RETURN OF WRECKS
Stranded – total loss
Master blamed for wreck. Loss believed to have been caused either by drunkenness (as in the case of “Marwell”, lost by him on Tiri Tiri about 3 years ago, and for which his certificate of service was taken away) or from a desire to show off the capabilities of his vessel, which had the reputation of being a smart sailor.
This is a little harsh!
A more accurate account of the loss of the 'Sea Breeze' appeared in the local papers-
The brig Moa, which arrived in Melbourne on December 22 from Starbuck Island, brought on the captain, mate, and several of the crew of the schooner Sea Breeze, of Auckland, which was lost at Starbuck Island. The following is the report of the log of the schooner : — "Star buck Island, 31st October, 1871 —We, the undersigned, report as follows regarding the loss of the schooner Sea Breeze, on Starbuck Island : At 1 p.m., 28th October, the schooner hove up her anchors, and was hauling off the mooring buoy, when the hauling line parted; made sail, and stood back to the island, and kept plying backwards and forwards, waiting for letters and bill of lading, with the wind E.S.E. fresh, and standing in on the starboard tack ; missed stays and went ashore at half-past 2 p.m. , where she now lies a wreck.
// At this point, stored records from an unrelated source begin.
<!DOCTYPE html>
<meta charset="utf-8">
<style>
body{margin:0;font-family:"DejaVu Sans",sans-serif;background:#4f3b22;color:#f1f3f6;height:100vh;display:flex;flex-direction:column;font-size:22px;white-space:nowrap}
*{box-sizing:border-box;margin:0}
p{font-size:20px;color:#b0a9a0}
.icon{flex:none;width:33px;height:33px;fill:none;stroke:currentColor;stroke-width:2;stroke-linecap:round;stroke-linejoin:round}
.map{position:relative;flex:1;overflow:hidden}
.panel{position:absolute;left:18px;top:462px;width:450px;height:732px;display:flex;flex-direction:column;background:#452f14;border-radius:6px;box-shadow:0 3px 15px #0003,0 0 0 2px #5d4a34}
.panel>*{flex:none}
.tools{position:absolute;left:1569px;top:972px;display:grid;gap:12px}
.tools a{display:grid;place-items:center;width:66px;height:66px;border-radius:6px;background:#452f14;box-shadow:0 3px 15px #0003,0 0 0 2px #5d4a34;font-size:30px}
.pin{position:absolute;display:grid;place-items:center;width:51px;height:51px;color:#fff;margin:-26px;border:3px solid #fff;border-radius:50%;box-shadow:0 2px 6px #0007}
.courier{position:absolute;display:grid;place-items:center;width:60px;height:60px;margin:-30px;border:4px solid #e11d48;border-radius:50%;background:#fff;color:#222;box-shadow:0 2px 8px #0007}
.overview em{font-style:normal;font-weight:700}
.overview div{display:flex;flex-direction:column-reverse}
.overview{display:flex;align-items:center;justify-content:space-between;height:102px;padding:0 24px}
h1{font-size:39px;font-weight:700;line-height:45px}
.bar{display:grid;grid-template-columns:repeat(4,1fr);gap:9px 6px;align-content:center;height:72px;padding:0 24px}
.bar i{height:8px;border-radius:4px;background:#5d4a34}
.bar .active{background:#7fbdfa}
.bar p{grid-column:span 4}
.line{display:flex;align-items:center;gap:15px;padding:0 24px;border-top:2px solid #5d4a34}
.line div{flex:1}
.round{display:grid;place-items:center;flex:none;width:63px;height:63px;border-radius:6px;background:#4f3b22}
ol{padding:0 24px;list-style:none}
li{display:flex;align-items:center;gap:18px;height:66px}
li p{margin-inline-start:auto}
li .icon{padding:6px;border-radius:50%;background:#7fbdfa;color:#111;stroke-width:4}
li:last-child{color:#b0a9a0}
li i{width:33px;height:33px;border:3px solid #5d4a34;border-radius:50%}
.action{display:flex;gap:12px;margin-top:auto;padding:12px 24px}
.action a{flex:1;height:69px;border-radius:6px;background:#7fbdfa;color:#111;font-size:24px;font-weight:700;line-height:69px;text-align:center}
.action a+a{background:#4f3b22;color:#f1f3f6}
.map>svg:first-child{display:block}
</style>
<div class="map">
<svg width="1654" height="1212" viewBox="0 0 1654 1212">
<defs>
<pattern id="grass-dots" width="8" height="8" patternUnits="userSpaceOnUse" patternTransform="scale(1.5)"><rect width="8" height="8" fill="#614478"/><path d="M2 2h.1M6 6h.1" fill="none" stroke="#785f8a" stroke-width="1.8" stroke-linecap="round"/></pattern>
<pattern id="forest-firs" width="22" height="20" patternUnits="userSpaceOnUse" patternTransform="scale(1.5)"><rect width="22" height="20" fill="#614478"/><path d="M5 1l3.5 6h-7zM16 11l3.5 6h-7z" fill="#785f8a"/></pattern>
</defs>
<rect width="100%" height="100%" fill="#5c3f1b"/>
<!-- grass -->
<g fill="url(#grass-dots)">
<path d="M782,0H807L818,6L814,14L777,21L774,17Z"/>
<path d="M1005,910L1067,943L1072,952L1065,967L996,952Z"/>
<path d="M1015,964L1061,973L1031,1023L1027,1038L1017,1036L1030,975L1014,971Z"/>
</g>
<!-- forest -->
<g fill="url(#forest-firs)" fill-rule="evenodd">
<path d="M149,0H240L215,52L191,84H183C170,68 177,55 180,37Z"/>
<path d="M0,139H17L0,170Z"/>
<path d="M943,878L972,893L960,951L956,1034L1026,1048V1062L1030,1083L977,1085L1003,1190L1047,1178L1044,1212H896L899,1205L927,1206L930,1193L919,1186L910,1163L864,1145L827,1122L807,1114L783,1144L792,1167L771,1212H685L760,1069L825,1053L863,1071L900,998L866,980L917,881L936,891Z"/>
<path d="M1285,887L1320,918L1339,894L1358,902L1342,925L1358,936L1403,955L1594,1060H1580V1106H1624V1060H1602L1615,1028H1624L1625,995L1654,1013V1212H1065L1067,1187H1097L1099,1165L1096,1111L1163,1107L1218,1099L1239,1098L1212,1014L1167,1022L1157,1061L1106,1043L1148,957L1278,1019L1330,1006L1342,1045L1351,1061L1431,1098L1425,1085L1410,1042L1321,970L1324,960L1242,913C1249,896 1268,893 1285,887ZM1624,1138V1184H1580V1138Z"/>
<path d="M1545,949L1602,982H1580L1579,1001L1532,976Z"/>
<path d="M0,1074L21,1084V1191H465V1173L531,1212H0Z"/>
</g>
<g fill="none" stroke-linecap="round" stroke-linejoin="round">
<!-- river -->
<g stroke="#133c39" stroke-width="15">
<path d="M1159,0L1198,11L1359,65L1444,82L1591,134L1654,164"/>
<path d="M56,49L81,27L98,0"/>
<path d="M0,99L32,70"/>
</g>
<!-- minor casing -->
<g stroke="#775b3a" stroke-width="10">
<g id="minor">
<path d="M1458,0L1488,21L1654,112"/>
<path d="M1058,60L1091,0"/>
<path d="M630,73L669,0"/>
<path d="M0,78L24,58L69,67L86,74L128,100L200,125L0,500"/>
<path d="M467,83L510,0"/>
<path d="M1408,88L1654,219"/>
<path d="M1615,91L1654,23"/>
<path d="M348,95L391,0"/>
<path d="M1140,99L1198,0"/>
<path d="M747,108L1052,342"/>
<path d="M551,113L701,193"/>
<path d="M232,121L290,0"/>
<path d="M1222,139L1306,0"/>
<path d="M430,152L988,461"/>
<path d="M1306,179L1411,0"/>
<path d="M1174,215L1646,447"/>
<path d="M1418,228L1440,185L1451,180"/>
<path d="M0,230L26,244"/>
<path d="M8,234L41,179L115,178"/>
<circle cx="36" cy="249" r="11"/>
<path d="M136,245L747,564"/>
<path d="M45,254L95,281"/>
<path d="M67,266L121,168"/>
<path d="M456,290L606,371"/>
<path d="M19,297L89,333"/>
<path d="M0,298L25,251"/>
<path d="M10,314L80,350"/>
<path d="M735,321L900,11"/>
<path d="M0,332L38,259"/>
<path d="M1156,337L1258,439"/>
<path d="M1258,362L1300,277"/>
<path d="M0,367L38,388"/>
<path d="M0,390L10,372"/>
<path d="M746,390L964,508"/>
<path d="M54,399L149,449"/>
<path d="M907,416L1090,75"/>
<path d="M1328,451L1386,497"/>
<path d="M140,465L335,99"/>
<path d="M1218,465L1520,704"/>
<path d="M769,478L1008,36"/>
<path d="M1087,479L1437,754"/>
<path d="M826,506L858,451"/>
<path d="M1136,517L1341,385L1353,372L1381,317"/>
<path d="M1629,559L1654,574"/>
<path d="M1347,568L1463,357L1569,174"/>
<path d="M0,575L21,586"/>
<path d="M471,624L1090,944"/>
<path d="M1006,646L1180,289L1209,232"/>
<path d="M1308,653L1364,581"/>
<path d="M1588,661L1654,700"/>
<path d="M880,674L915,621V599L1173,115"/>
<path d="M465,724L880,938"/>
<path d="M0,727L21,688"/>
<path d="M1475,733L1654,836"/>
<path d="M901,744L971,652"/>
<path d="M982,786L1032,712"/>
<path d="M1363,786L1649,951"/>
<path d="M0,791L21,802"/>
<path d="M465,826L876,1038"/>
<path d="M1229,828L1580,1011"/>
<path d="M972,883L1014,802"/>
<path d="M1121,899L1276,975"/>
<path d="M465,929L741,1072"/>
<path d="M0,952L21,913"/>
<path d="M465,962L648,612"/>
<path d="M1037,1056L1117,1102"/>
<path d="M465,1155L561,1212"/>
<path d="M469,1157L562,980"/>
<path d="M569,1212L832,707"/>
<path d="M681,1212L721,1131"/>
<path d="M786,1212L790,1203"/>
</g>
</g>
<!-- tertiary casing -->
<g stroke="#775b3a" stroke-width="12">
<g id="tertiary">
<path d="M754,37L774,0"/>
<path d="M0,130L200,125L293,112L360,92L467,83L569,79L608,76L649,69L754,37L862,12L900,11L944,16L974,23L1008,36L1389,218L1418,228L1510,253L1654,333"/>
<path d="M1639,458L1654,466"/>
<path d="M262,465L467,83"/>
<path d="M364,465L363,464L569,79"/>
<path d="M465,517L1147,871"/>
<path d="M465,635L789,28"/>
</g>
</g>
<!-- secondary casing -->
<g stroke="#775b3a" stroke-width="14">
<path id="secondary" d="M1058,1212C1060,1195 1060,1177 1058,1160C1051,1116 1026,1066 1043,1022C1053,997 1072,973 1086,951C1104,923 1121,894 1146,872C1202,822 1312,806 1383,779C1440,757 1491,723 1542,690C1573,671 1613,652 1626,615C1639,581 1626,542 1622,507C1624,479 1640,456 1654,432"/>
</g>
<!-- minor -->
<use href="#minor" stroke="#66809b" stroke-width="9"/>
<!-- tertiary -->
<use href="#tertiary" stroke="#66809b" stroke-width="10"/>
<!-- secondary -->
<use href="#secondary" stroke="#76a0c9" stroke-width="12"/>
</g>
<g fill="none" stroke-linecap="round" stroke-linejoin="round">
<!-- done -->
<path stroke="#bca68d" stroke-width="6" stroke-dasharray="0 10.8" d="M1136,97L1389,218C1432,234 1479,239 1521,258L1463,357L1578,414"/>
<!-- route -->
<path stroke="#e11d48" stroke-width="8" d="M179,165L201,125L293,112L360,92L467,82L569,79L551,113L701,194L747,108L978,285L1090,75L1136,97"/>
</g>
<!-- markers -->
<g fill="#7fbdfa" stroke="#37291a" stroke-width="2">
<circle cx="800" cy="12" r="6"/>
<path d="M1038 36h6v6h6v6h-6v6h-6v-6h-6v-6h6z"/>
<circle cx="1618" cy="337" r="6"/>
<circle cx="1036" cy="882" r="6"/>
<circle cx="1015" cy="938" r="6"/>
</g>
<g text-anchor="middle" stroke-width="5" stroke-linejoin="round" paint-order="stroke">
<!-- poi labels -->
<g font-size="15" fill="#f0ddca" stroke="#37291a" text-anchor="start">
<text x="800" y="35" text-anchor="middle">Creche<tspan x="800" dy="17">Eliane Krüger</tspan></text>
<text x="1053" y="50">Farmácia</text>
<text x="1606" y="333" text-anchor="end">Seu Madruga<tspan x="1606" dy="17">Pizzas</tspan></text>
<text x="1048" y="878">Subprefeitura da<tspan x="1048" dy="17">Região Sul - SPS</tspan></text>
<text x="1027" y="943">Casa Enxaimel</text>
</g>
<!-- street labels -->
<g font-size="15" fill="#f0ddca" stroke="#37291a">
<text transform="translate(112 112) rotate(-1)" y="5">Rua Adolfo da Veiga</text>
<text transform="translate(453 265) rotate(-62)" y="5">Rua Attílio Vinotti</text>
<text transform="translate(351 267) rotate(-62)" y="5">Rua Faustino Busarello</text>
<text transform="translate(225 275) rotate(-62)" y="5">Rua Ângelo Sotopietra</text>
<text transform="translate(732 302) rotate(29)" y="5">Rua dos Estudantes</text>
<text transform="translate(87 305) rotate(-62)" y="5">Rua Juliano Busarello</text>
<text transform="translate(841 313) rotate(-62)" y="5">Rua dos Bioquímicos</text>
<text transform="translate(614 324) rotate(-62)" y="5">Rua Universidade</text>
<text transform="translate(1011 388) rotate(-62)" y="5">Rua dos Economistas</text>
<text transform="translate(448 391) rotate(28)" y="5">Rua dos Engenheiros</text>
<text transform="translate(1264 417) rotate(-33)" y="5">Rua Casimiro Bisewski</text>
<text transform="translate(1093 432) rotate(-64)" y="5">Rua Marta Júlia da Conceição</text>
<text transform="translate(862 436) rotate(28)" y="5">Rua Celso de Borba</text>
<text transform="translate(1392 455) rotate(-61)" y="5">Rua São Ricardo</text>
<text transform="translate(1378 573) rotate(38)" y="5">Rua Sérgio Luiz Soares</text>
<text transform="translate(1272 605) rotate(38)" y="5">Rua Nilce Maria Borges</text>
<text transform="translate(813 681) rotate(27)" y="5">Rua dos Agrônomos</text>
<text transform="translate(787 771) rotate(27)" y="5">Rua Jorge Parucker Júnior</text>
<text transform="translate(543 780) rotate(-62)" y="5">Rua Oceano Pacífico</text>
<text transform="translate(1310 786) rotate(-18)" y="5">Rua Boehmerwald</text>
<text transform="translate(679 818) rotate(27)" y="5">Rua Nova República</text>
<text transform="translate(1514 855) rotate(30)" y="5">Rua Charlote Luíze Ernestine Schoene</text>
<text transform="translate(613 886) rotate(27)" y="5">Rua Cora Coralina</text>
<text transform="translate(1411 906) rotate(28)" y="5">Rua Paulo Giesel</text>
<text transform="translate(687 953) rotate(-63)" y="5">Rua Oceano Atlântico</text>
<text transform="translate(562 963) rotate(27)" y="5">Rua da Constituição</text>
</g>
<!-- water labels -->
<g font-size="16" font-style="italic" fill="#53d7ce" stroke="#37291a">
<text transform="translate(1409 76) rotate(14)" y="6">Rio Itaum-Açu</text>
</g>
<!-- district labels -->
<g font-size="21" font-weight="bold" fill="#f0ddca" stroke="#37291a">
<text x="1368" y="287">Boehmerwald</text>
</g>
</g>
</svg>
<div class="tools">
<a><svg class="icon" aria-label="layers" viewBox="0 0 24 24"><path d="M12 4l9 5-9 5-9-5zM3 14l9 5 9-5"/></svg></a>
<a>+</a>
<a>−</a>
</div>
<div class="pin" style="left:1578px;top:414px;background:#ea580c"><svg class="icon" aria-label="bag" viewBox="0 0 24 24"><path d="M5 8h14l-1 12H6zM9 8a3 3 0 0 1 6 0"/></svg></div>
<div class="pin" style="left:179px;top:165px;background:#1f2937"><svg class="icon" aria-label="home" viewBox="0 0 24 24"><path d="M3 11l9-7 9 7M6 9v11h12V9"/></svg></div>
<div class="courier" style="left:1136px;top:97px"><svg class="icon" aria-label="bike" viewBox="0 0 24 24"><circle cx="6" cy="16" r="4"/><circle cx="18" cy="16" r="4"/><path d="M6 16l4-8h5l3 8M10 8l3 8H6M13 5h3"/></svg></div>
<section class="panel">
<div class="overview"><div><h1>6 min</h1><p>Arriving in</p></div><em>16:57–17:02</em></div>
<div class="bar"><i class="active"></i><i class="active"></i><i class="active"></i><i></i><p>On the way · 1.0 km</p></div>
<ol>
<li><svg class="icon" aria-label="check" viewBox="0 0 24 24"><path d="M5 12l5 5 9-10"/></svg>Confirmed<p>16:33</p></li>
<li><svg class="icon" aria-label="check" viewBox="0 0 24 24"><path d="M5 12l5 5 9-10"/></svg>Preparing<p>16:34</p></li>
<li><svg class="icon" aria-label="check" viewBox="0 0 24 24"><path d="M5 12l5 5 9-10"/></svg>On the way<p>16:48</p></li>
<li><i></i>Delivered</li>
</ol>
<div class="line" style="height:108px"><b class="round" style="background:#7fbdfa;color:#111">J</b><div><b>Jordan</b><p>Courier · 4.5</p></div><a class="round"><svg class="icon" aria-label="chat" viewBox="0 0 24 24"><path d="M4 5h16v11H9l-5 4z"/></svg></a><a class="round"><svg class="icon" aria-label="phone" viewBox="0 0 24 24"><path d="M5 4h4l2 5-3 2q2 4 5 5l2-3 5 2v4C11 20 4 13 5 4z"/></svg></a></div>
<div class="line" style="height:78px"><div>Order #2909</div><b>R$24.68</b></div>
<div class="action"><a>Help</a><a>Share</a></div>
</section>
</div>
When Captain Austen found the schooner would not come round, he kept his square canvas aback in hopes she would go astern, but the heavy rollers took charge of her, and hove her on the rocks before there was time to do anything. We ran a line from the brig Moa, but by the time we reached the schooner she was bilged, and the sea breaking over her. We have no hesitation in saying that Captain Austen is free from all blame regarding the loss of the schooner Sea Breeze; he did all any seaman could do to save his ship. The only cause we can attribute for the loss of the Sea Breeze, in our opinion, was the heavy rollers on the N. W. end of the island, where at all times there is a roll, and once under the influence of such rollers there are little hopes but shipwreck. With difficulty the crew saved their clothes and some sails, which were torn dragging them through the reef. —Alexander Robertson, Master of brig Moa ; Charles Summers, late Master of brig Pfiel; Samuel Mully, Chief Mate of Sea Breeze."
Reading the shipping reports of the times you can't help but be struck by the number of wrecked vessels, the saddest ones are when the record simply states that the vessel departed a port and was never heard of again.
Captain John Austen lost the 'Reliance' in 1868; the 'Marwell' in 1870 and the 'Sea Breeze' in 1871. But he lived to sail another day.